So hey, I wrote a book. And it’s going to be published.
In the words of Clark Griswold (holiday spirit, y’all): Hallelujah! Holy Shit!
When I first started writing SOSG, it never seriously occurred to me that it could maybe, perhaps, one day be in a bookstore. It was a wild fantasy, something I would daydream about when I should have been working, or cleaning house, or–hey–actually writing. Being a published author is something I’ve dreamed about since I was a teeny tiny thing, but it never felt like something that could actually happen.
So, I wrote my little book. And it took for.ev.er. And that was okay. And it didn’t matter if it was terrible or not, since I was the only one who was ever going to read it. But, then I had a finished story, and maybe it didn’t suck as bad as I’d just assumed it did. Some people seemed to like it, at least. I started querying, and then eventually, the stars aligned and I snagged an amazing agent. Still, I couldn’t grasp the concept–not really–that my manuscript might one day become a Real Book.
Then, I got a book deal. Here it was. It was going to happen! My book was going to be published…at some point in the very, very distant future.
A funny thing about the very, very distant future is that it eventually becomes the not-so-distant future and then somehow morphs into the present. My book will be released in six months, and suddenly that feels like tomorrow. At this point, I’ve spent so much time with this book that I don’t even know anymore if I love it or hate it or never want to see it again. The moment that I’m feeling like I could really use some distance from this story is essentially the same moment that people out there in the world will experience it for the first time (I mean, if they want to).
The idea of other people actually reading this book is TERRIFYING. There are so many things to be anxious about.

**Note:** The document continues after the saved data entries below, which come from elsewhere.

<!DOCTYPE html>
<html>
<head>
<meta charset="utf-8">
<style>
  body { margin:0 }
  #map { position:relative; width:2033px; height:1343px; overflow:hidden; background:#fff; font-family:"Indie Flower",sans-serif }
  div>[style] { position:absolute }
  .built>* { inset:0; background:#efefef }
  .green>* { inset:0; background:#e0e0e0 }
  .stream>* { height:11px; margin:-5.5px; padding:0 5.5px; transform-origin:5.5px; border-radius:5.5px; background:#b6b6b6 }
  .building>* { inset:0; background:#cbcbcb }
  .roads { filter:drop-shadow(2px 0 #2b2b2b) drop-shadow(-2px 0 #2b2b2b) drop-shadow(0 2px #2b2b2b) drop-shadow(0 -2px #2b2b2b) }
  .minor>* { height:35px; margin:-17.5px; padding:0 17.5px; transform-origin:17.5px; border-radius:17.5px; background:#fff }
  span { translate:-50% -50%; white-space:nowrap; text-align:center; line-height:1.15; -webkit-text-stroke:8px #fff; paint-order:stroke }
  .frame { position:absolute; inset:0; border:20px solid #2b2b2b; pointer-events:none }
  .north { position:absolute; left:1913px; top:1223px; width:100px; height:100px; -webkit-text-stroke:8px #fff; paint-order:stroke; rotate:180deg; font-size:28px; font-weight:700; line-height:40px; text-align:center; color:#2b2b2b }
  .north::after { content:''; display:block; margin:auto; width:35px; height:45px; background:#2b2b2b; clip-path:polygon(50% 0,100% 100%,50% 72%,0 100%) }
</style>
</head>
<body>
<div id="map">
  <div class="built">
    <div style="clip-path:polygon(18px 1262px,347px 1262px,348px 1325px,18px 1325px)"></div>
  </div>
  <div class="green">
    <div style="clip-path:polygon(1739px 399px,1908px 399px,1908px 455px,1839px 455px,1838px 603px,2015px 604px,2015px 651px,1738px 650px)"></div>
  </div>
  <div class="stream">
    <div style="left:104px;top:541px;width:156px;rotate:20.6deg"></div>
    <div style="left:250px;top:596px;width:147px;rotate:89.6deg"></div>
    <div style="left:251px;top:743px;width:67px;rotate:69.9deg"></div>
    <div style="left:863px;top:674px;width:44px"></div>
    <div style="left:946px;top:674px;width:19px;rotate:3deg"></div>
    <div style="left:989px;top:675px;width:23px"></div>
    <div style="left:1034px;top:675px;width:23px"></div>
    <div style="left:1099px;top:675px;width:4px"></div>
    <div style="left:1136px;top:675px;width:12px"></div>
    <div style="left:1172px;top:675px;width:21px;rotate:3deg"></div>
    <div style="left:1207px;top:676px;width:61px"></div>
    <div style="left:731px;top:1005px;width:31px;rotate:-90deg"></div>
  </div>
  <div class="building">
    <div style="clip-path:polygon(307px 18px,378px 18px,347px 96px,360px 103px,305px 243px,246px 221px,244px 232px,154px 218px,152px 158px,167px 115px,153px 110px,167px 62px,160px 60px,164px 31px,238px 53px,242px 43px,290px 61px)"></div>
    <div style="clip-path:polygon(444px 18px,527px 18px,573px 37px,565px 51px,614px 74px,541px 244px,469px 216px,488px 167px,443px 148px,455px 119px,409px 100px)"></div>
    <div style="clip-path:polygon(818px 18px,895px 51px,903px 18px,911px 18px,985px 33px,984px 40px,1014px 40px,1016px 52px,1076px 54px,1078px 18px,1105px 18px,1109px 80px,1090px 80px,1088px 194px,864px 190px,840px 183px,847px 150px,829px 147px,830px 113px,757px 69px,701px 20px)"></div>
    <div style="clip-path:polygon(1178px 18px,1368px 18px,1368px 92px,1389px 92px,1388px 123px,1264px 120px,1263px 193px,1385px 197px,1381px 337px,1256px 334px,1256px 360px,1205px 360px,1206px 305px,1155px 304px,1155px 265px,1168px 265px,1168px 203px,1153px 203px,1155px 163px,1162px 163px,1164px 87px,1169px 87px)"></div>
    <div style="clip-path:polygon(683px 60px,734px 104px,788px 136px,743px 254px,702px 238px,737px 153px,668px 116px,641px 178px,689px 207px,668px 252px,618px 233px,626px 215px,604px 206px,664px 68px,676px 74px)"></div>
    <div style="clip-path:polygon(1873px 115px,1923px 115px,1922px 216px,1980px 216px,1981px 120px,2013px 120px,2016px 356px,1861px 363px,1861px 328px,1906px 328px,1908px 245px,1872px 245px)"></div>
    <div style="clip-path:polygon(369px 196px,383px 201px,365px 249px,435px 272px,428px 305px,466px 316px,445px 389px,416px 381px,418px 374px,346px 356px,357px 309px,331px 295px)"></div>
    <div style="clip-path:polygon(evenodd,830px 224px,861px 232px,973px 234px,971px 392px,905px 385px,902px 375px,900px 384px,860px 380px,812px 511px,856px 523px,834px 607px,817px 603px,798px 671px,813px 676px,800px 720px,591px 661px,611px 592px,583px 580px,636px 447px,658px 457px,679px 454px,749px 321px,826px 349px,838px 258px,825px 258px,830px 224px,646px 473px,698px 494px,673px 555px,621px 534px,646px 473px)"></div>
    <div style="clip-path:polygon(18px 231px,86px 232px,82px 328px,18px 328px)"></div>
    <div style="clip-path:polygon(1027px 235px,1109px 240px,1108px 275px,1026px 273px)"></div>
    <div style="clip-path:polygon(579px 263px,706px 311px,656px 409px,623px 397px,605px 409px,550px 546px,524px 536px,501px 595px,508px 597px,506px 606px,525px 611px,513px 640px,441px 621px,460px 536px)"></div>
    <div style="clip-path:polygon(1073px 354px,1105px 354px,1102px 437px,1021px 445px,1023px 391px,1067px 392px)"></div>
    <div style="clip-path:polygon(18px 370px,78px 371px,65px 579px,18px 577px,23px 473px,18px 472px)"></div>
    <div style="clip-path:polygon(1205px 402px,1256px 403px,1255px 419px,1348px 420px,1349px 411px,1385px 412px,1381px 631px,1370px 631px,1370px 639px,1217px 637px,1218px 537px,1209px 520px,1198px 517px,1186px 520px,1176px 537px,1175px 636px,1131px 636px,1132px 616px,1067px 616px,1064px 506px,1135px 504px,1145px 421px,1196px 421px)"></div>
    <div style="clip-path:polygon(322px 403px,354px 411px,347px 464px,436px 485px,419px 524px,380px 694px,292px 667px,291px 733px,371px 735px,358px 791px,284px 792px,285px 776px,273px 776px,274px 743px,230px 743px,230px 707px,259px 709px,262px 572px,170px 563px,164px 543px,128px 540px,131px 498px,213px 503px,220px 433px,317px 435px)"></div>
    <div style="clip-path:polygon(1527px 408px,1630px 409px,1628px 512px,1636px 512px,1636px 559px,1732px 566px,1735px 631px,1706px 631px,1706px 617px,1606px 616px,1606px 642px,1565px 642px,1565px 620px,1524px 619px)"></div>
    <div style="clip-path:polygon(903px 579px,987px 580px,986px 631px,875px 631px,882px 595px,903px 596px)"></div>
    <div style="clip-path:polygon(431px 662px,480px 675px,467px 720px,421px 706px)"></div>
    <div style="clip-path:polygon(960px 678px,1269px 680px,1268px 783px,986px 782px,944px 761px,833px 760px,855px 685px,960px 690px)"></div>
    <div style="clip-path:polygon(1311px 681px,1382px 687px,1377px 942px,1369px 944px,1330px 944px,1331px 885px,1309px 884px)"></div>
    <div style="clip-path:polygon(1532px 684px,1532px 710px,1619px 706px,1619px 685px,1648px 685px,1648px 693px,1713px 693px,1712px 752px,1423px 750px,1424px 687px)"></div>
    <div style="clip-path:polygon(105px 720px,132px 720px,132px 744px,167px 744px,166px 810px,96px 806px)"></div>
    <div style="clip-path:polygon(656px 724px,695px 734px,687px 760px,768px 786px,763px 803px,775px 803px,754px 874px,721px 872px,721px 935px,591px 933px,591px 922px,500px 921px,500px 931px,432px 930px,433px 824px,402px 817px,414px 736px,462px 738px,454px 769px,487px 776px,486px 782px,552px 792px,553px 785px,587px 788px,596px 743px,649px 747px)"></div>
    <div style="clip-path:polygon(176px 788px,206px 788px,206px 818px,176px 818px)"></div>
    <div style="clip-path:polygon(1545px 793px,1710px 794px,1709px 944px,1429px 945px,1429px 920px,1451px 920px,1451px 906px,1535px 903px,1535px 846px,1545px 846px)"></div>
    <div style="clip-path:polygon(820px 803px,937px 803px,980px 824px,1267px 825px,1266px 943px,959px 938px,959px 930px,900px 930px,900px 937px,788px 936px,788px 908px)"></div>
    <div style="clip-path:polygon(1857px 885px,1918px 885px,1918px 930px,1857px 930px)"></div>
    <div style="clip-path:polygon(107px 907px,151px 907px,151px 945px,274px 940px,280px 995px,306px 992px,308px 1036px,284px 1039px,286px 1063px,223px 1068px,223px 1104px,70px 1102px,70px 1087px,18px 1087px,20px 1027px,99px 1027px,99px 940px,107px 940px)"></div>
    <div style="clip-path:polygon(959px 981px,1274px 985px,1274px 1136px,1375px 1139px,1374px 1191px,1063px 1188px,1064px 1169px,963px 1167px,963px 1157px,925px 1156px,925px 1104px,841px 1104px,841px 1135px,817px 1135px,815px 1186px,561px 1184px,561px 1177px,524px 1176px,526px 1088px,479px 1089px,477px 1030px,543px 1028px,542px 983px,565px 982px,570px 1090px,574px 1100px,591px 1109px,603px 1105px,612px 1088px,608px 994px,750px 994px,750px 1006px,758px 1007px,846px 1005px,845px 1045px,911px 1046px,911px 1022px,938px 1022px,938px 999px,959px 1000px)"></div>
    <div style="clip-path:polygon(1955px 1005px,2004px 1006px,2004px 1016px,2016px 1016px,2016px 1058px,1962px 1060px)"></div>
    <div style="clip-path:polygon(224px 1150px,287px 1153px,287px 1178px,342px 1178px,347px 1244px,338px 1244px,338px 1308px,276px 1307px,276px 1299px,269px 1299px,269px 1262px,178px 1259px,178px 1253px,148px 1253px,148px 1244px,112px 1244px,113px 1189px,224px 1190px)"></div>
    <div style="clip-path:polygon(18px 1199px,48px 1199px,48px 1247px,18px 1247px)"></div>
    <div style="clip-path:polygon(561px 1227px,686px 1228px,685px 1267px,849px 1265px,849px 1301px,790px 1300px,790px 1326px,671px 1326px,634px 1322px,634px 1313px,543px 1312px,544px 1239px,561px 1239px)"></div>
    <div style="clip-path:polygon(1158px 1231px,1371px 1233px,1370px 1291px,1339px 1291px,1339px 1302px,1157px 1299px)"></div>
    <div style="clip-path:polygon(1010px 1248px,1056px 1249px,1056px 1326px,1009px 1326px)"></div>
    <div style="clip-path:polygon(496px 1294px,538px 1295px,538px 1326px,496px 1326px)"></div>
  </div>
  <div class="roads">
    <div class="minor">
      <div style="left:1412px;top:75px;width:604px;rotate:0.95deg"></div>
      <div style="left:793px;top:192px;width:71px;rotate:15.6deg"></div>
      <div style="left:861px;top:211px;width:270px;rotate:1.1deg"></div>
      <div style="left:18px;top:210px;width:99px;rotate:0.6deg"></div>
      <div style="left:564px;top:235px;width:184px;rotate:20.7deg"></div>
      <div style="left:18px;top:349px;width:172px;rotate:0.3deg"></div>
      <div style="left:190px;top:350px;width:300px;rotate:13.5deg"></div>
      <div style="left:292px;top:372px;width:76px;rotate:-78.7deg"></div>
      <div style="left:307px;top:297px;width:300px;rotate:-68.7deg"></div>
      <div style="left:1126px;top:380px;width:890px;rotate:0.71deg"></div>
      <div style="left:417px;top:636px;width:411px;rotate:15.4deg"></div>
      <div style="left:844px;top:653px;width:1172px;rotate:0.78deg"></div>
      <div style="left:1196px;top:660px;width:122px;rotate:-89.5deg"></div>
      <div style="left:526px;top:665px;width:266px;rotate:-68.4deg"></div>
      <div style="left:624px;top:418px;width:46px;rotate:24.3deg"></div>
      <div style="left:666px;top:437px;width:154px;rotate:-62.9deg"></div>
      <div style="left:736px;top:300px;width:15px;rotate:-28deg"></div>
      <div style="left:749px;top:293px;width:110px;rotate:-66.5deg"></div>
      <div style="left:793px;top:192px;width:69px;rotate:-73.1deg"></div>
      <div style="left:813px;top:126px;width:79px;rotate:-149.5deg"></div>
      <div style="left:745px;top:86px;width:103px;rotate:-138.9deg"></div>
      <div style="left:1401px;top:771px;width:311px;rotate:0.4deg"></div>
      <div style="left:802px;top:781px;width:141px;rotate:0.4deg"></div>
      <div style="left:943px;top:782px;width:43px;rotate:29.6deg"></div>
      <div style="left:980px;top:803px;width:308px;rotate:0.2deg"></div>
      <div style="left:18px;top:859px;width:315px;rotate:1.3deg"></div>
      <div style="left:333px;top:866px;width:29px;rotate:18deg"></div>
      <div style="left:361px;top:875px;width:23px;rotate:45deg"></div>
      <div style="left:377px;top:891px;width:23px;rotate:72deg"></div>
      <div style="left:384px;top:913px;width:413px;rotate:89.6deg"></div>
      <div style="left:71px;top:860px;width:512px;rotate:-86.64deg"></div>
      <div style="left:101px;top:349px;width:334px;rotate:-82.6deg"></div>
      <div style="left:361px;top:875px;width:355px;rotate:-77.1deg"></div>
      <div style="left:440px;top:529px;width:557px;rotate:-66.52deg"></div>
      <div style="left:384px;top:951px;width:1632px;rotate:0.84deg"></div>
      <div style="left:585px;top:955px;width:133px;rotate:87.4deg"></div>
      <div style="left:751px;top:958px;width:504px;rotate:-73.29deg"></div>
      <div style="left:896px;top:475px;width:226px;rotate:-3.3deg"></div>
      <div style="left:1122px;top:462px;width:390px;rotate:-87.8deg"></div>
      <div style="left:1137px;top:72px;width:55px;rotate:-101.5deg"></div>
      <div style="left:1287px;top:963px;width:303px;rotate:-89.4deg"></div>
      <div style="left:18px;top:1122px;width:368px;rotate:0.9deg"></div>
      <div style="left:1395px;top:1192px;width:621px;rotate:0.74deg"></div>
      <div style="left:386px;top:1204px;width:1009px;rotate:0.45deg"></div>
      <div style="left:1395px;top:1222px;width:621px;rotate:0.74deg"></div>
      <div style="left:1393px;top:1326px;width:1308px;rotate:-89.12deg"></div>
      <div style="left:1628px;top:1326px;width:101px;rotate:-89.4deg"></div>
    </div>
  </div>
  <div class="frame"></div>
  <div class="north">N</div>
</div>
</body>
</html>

What if, despite the teams of people who have scoured this manuscript for typos, there is a typo or twelve? *Eek.* What if I don’t do justice to my subject matter? (More on that in another post.) What if I’m completely out of my depth and can’t actually write at all? What if the words from my heart don’t translate well onto the page? What if (shudder) my grandparents read it? (Dear Lord, don’t let my grandparents read it. The sex scenes alone will have me blushing for the rest of my life.) Why did I ever send this book out into the world? Why did I write it to begin with? Why, oh why, did I do this scary Thing?!
My default emotions, when I think of my book being out there for anyone to read, are doubt and fear. But there was a reason I did this Thing. I remember being that little girl with her nose stuck in a book who dreamed of being an author one day. I remember when the kernel of inspiration for SOSG took hold of me and wouldn’t let go. Maybe my debut novel doesn’t win any awards, and maybe it doesn’t get everything right. Maybe it’s universally hated. But how many people get the chance to do this in the first place? How many unpublished authors would give anything to be in this position, experiencing this very level of anxiety? There’s a certain amount of talent and a whole lot of luck that goes into getting this far. I know how lucky I am. I’m predisposed to worry about literally everything, but beneath that fear and doubt, there’s something else. Pride. I’m proud of my story. Even if it scares me. Even if it’s imperfect.
Because no matter what may come, I did it. I wrote a book. I sent it out. I did the scary Thing.
Whatever your scary Thing is, maybe you should do it too.